En outre, comme si tout devait accroître la confusion dans ce débat, les termes mêmes des phrases qu’on a citées peuvent le plus souvent s’entendre de diverses façons, et sont matière à contestation. Le même Grégoire de Tours cite à plusieurs reprises des mots empruntés aux rustici. Si ces mots sont latins, c’est donc, semble-t-il tout d’abord, que les paysans parlaient latin. Nullement, car rusticus a alors perdu son sens étymologique de paysan, et s’applique tout aussi bien aux gens du peuple[3].

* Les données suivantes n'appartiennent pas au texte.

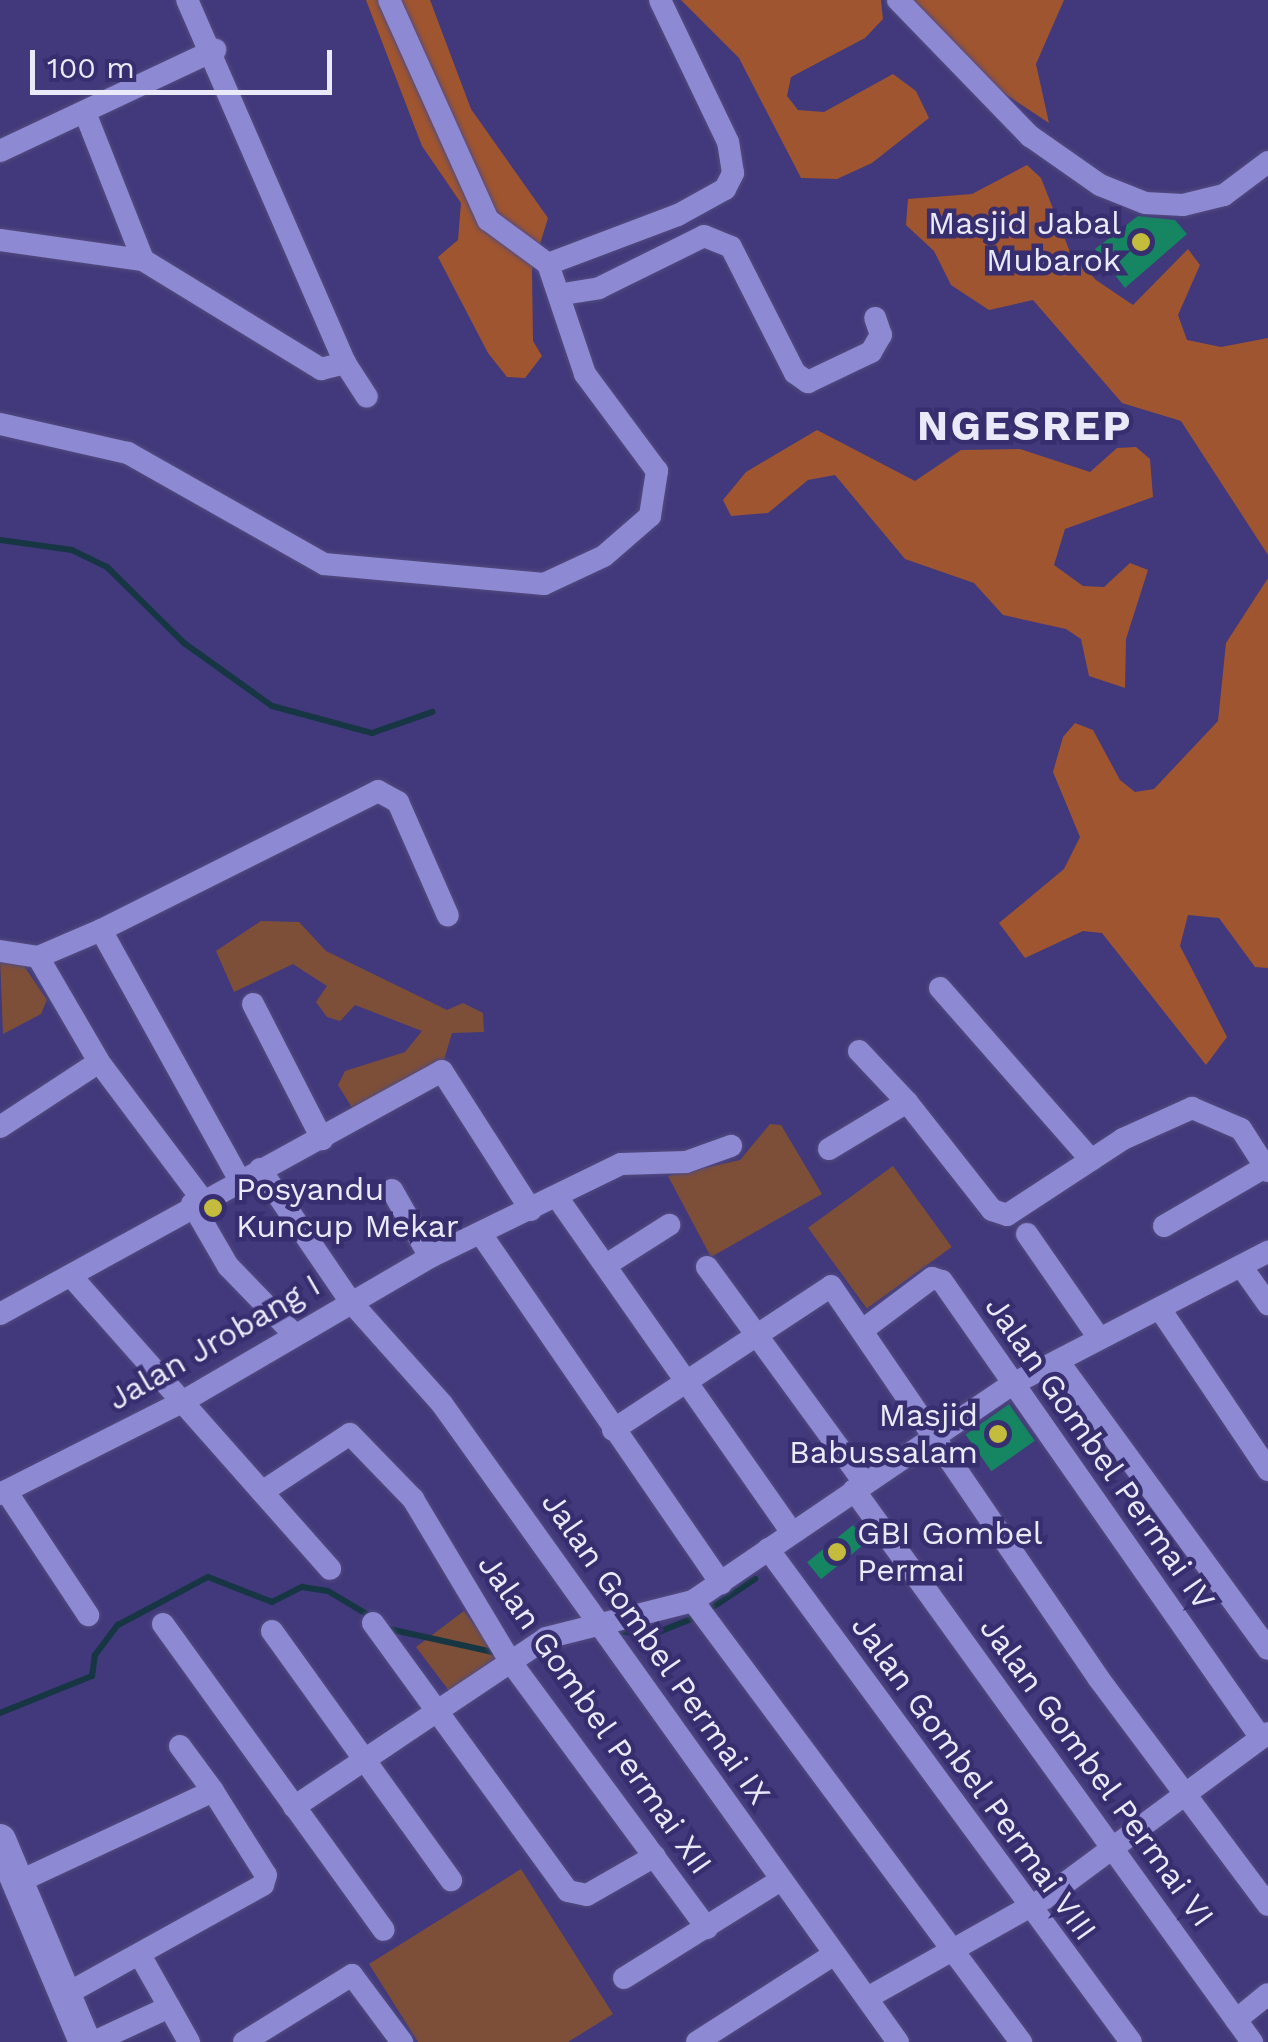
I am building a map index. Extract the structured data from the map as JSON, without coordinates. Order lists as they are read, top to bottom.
{
  "streets": {
    "street": [
      "Jalan Jrobang I",
      "Jalan Gombel Permai IV",
      "Jalan Gombel Permai IX",
      "Jalan Gombel Permai XII",
      "Jalan Gombel Permai VI",
      "Jalan Gombel Permai VIII"
    ]
  },
  "crossings": [
    ["Jalan Jrobang I", "Jalan Gombel Permai IX"]
  ],
  "districts": ["NGESREP"],
  "places": [
    "Masjid Jabal Mubarok",
    "Posyandu Kuncup Mekar",
    "Masjid Babussalam",
    "GBI Gombel Permai"
  ],
  "scale_bar": "100 m"
}
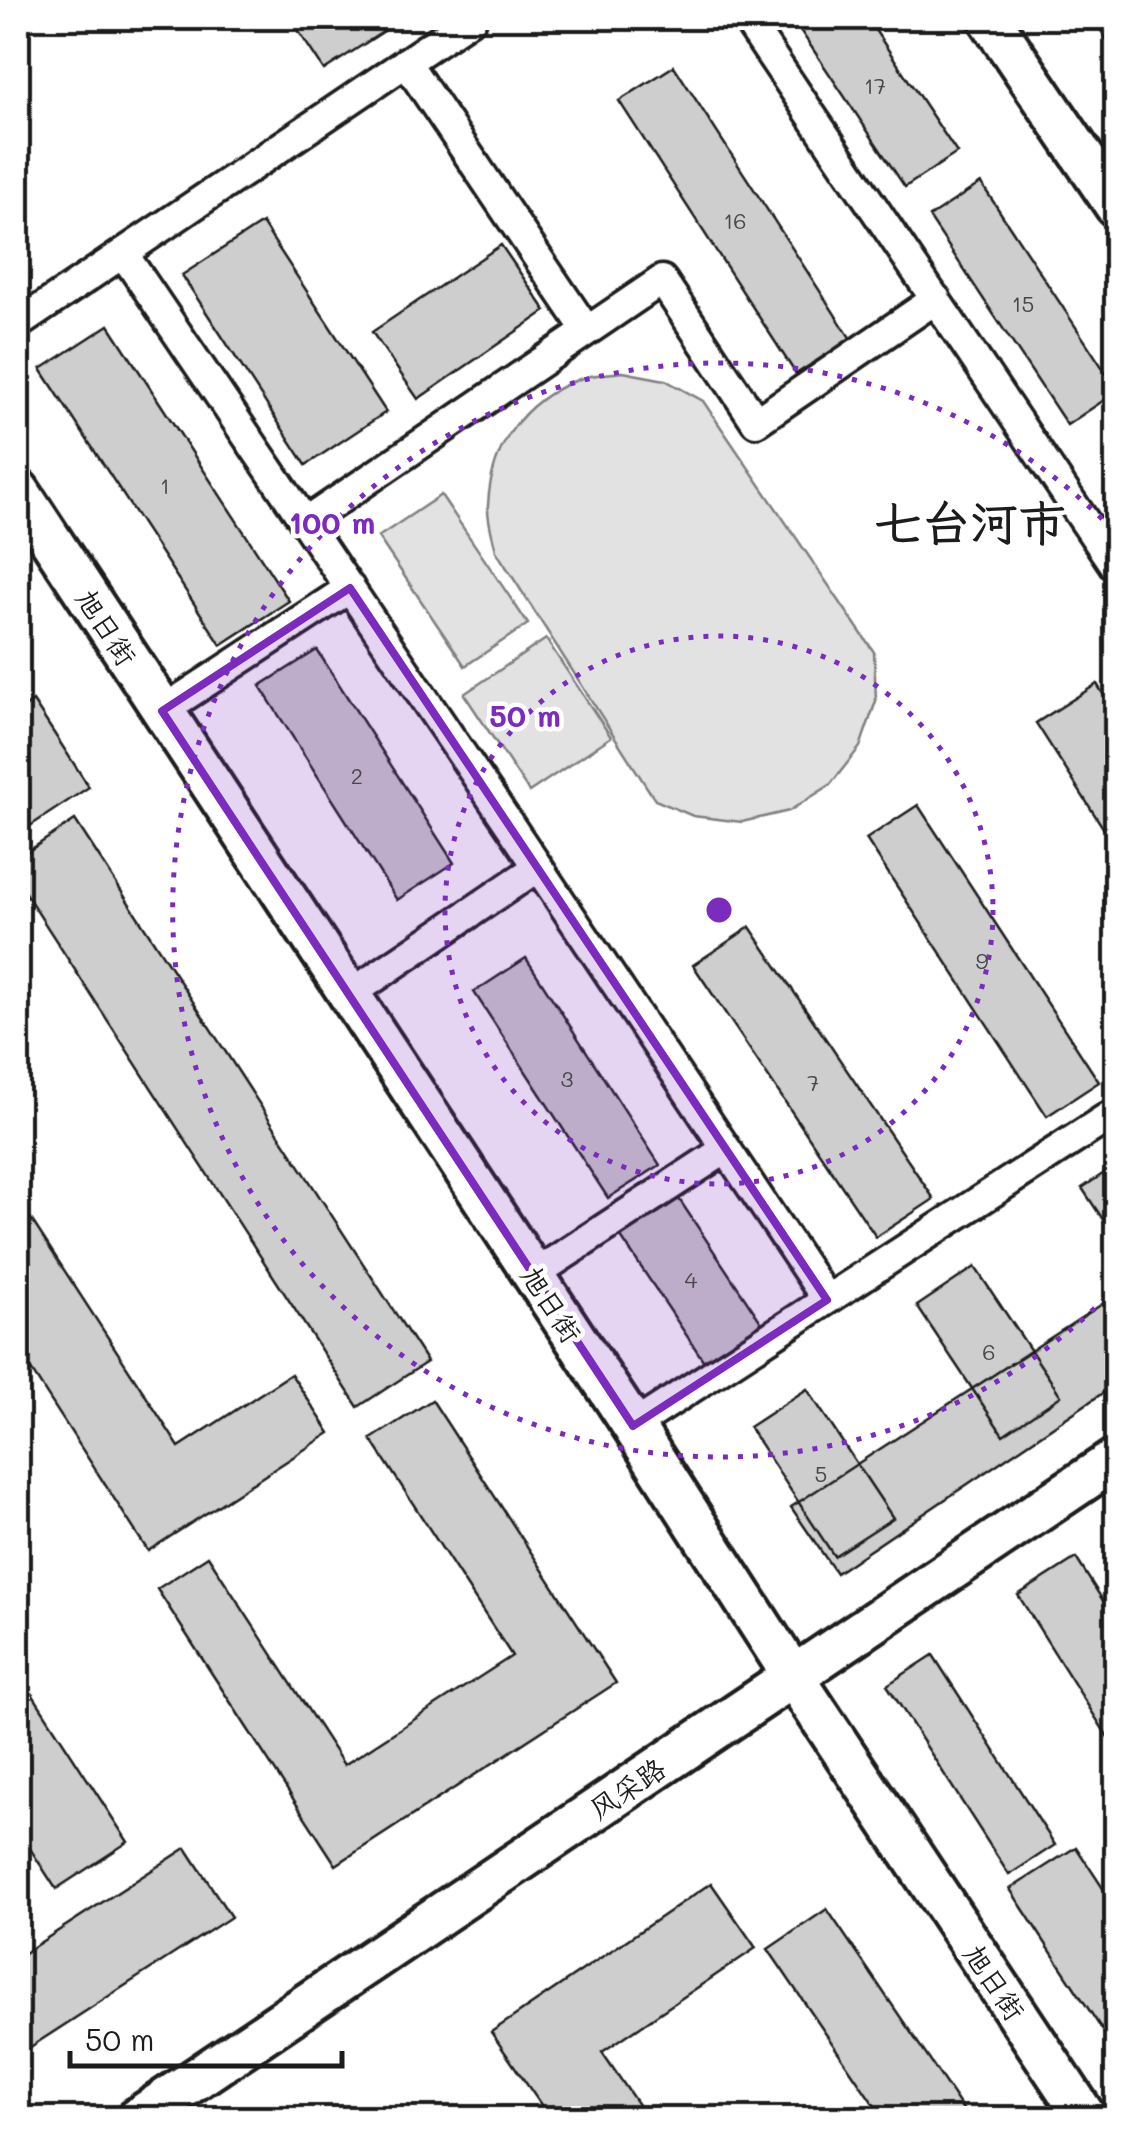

Rien ne paraît plus simple que l’expression celtice loqui. Et cependant elle peut vouloir dire deux choses fort différentes : parler celtique et parler à la celtique, c’est-à-dire avec l’accent et les fautes des Celtes, exactement comme latine loqui signifie non seulement parler la langue latine, mais la parler avec la correction et l’élégance des Latins. De même un sermo barbarus n’est pas toujours une langue barbare, mais une langue incorrecte, et ainsi de suite.

Plusieurs de nos expressions françaises sont dans le même cas, et conduiraient aux pires erreurs, si on les prenait à la

  1. Hist. franc., I, 326, 10.
  2. Cf. Bonnet, Latin de Grég. de Tours, p. 25.
  3. Ib., p. 25-27.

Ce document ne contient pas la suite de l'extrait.